05 Agosto 2021
Hoje, na Argentina e em outros lugares da América Latina, lembra-se o 45º aniversário do assassinato do bispo de La Rioja, D. Enrique Angelelli e três outros declarados mártires, sobre cuja morte o bispo estava investigando: um padre francês fidei donum, Gabriel Longueville, um frade franciscano argentino, Carlos de Dios Murias, e um pai de família leigo, Wenceslao Perderner.

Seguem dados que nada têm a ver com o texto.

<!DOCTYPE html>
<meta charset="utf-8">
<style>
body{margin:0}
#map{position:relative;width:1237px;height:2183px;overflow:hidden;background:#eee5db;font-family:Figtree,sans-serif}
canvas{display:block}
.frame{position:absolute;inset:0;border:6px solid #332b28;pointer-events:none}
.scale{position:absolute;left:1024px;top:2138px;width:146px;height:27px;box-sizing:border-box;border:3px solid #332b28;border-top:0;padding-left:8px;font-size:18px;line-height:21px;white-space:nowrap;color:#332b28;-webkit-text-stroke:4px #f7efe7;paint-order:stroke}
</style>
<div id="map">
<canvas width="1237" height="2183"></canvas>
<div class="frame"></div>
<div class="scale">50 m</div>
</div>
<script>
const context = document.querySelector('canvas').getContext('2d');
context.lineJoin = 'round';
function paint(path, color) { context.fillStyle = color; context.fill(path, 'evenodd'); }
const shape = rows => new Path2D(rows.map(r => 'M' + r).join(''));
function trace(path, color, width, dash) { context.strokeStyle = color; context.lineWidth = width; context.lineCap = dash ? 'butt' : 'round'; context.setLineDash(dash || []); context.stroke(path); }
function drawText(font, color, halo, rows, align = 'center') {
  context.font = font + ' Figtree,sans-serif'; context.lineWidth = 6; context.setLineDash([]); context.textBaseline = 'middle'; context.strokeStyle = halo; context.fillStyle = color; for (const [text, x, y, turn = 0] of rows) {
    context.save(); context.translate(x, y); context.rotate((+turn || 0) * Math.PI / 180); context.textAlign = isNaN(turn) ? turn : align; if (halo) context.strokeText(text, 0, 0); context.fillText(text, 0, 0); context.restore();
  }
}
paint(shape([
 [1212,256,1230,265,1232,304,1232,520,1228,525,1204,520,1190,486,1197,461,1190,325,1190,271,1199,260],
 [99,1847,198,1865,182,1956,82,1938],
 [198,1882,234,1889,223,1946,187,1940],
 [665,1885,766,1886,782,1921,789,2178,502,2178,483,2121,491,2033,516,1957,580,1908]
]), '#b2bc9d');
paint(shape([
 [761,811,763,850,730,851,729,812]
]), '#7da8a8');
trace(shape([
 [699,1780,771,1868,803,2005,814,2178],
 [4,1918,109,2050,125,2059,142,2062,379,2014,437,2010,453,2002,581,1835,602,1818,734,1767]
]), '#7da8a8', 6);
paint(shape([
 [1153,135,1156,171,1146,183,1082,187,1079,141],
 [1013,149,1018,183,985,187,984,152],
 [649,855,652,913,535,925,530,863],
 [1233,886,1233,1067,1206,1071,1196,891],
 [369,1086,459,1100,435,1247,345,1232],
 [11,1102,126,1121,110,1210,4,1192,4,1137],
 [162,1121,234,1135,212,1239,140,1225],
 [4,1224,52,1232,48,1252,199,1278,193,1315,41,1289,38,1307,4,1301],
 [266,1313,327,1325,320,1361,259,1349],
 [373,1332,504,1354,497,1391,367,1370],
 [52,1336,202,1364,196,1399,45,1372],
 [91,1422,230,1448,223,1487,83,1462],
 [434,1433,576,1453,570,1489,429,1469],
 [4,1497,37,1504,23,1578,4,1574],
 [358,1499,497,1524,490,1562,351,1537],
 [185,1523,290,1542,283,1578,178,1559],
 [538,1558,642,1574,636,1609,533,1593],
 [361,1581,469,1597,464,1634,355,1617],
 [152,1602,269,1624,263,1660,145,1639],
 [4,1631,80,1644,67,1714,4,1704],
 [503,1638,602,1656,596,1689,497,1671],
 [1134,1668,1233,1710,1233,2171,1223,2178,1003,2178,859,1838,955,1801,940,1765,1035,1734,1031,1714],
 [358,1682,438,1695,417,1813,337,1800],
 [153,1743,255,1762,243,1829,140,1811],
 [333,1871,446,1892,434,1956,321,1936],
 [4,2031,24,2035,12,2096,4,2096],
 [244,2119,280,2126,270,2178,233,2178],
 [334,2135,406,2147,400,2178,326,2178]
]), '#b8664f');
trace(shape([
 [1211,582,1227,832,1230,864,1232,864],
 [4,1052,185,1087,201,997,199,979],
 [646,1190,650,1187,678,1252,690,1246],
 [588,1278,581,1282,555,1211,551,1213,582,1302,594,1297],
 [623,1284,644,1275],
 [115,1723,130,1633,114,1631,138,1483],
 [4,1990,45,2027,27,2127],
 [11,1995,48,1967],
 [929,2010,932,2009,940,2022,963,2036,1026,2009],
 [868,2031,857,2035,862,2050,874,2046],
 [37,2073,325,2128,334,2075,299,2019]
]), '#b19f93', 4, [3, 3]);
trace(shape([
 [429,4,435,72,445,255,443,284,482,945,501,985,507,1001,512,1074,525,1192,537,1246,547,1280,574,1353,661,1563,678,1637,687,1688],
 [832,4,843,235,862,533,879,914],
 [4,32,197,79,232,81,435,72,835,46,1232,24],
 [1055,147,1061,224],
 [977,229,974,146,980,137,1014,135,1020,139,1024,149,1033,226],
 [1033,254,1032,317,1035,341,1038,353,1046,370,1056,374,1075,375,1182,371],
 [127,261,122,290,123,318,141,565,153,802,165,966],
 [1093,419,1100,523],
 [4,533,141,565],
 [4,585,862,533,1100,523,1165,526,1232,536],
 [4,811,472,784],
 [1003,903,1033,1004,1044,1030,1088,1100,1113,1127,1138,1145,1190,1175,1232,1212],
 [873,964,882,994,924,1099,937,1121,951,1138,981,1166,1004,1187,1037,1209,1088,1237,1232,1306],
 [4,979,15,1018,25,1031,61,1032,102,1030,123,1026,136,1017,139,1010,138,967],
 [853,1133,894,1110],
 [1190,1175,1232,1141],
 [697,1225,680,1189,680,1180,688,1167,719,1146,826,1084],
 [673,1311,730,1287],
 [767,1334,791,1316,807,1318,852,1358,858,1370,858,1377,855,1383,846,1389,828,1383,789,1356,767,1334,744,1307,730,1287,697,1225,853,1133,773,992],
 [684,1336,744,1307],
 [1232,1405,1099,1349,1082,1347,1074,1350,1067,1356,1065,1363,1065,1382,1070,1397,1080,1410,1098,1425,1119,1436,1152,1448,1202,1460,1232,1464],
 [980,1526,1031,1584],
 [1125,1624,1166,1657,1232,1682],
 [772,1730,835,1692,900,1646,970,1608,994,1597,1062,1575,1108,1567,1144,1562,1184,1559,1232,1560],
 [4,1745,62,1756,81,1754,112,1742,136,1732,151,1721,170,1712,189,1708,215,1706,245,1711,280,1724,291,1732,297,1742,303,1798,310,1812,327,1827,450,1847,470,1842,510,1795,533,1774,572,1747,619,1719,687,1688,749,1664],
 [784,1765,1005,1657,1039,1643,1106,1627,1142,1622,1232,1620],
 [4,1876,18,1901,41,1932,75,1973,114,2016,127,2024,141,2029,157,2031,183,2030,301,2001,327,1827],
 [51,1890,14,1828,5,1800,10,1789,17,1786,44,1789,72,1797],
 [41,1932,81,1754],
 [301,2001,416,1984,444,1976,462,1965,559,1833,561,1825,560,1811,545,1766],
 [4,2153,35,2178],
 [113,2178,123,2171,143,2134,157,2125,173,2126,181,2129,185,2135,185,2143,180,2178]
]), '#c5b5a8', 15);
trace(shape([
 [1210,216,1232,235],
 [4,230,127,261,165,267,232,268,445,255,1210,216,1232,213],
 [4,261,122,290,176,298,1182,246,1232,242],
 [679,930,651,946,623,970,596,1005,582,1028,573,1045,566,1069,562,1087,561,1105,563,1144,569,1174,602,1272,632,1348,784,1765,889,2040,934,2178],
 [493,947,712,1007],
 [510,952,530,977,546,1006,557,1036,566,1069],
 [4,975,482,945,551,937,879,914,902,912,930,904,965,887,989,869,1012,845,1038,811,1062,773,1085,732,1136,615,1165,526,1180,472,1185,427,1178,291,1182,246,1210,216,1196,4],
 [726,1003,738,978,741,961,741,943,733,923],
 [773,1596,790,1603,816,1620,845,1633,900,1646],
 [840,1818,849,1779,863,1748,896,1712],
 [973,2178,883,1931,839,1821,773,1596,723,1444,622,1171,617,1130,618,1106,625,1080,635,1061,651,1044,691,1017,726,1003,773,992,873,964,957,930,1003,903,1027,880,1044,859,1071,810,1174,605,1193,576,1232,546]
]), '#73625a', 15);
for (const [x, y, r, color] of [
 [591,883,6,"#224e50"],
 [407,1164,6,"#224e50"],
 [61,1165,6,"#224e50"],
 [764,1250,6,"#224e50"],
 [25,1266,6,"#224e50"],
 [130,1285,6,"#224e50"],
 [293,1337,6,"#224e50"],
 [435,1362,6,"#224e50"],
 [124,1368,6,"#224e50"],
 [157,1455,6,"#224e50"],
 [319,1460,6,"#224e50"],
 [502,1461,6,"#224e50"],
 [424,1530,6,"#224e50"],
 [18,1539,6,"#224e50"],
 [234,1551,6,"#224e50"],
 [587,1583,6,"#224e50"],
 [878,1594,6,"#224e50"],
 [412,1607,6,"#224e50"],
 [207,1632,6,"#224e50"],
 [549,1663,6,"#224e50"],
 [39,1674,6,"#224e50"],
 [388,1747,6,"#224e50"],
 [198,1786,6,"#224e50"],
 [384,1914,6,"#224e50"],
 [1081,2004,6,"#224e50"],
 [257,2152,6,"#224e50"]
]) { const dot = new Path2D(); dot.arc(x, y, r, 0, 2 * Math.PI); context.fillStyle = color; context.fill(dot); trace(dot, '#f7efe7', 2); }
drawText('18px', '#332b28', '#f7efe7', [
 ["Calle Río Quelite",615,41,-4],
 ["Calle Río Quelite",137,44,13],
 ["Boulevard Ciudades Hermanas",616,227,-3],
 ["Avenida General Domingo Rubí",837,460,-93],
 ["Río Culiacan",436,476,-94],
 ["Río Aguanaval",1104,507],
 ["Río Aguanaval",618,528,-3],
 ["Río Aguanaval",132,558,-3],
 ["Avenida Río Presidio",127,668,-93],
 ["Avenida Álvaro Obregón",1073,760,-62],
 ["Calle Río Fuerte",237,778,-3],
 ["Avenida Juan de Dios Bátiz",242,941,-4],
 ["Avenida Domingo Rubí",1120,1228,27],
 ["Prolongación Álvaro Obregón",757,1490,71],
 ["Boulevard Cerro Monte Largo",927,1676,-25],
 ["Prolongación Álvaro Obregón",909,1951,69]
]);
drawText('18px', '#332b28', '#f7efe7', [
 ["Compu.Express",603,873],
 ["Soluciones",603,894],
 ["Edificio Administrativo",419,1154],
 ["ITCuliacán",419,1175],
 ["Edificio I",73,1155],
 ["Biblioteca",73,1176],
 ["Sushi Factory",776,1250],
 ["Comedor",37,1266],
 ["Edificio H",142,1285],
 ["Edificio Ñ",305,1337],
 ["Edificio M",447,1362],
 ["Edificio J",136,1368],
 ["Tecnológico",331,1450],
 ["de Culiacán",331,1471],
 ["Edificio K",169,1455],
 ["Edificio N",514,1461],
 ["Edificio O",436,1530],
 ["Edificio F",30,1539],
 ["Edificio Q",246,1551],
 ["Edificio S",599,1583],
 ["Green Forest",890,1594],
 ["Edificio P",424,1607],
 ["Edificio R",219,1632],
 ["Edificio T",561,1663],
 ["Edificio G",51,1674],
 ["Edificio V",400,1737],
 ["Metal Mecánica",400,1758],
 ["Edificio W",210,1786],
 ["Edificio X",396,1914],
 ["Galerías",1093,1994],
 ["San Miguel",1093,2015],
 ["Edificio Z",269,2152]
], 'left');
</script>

Os 4 mártires foram beatificados em 27 de abril de 2019 na Argentina durante a celebração eucarística presidida pelo Cardeal Angelo Becciu, então Prefeito da Congregação para as Causas dos Santos.
A reportagem é de Francesco Gagliano, publicada por Il Sismografo, 04-08-2021. A tradução é de Luisa Rabolini.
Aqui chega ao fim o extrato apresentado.